I’m writing this after a very weird week in my life. An even weirder Saturday followed that week. And I couldn’t process it, so I wrote this.

I think every guy my age who starts a sports blog is trying endlessly to emulate Dave Portnoy. In everything I write, I failing endlessly at pursuing the legacy of Bill Simmons and ESPN’s Page 2. I’ll be the first to admit I discovered Bill Simmons after he started The Ringer, but Bill Simmons (and to some degree Hunter S. Thompson) has been the litmus test I compare everything I put out too. So, if when reading this, the language gets a little too purple, or it reads like I’m trying recapture what I felt the first time I read Bright Lights, Big City, go leave a mean comment on The Rewatchables.

Imagine reading a sports columnist who chose Ryan Leaf over Peyton Manning.

One Week to Give Up 27 Years

Most of my life has been spent in and out of day dreaming. Tik Tok taught me a term – maladaptive daydreaming – and I think that’s the closest description I can find of how I daydream/ed. Now, it’s really not that because I don’t think it’s a mental health descriptor or a determinative of my upbringing. It’s better indicative of how I dealt, and still at times deal with, my life.

I hated school. Not because I wasn’t good at it, or that I found it boring, or any of the usual reasons. I wasn’t even bullied (except I will say “I was bullied, but I deserved it” because I love the Norm MacDonald school of comedy).
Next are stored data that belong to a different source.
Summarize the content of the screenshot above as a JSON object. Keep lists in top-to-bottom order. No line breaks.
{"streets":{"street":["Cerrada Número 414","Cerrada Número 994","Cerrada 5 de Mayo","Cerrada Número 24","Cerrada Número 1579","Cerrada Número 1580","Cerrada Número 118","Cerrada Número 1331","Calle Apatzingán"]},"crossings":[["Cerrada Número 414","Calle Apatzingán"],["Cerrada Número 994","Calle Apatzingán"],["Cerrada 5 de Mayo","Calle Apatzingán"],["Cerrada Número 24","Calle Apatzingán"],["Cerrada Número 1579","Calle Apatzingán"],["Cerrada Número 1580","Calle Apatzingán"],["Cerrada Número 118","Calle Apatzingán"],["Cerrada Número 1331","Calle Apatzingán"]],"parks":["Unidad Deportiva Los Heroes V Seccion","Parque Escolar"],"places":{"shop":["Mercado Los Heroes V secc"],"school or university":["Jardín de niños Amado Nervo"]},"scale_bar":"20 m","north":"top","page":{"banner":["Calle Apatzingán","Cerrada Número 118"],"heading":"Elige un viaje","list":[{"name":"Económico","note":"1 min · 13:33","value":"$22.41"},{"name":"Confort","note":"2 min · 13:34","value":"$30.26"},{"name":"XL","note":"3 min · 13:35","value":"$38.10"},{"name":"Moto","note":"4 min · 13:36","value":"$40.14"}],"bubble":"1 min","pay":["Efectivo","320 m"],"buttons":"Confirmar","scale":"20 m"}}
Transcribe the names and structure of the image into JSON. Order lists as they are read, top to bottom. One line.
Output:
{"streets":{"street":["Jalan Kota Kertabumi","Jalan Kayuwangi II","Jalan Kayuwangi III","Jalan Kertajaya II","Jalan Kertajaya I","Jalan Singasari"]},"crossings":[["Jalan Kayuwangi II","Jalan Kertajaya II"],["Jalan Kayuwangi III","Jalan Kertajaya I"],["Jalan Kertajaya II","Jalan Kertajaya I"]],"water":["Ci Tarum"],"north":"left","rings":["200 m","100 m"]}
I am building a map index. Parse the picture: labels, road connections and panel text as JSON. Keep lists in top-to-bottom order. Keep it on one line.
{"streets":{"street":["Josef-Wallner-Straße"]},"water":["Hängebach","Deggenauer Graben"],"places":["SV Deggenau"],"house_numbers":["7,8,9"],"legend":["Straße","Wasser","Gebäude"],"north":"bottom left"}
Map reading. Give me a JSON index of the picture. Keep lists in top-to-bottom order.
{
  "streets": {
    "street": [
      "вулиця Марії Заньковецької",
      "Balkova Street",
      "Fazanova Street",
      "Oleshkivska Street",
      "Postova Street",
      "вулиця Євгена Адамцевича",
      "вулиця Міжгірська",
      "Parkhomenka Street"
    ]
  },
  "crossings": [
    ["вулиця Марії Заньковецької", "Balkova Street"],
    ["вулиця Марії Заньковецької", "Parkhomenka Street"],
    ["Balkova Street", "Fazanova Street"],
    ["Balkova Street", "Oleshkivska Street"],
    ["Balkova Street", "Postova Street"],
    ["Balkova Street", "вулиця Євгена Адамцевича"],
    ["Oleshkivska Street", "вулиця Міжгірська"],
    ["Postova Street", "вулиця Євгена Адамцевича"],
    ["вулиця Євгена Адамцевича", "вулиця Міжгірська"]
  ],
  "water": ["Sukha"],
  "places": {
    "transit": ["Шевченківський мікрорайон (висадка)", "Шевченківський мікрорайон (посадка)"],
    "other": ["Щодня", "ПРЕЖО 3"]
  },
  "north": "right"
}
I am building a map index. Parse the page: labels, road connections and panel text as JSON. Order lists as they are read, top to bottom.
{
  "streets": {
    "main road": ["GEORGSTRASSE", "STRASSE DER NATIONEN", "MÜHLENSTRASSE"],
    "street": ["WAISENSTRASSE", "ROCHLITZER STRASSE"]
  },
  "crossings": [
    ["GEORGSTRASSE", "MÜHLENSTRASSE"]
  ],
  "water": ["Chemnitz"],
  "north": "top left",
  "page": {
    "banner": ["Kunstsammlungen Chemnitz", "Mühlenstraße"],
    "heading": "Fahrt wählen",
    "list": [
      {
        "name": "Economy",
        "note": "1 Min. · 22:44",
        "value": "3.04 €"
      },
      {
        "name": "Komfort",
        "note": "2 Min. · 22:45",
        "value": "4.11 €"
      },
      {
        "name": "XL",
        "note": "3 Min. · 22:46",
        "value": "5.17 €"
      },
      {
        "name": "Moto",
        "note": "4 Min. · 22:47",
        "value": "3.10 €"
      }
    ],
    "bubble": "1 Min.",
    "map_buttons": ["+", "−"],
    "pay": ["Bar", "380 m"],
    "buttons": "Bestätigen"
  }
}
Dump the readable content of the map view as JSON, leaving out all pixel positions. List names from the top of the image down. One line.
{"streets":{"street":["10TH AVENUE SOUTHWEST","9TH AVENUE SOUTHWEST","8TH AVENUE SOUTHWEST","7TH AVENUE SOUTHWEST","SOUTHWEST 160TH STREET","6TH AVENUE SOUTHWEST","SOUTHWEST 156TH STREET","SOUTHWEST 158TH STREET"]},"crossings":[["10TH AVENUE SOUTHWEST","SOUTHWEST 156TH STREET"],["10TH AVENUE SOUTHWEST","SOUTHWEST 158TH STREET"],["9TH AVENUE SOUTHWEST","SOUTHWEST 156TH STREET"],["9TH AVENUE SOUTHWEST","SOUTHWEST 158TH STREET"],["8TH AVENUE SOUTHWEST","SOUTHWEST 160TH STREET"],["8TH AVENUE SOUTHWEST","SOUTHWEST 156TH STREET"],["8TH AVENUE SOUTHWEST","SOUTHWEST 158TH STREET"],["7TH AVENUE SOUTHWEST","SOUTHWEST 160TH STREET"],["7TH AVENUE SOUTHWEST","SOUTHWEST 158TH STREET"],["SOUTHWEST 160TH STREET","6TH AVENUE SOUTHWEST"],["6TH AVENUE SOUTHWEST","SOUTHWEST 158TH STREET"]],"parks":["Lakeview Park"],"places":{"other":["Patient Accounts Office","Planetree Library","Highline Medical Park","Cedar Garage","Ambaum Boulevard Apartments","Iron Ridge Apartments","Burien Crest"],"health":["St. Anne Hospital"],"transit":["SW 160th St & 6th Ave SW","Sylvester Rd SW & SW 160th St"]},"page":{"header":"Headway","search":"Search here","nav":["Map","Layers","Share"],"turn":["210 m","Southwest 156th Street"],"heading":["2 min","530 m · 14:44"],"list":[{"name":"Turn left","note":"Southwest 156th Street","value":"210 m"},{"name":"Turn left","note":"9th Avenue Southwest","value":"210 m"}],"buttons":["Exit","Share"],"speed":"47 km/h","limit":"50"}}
No one cared about me; I spent most of my school years on my own.

Sure, I had friends, but I never really hung out with them on the weekend, was rarely invited anywhere, and never went to a school dance. Now, these aren’t sour grapes. I spent time dealing with all the subtle issues I’d developed during those formative years. But, it is to say, daydreaming was my way out whenever I was sat at a desk thinking, “this has to get better.” It was easy escapism from my reality.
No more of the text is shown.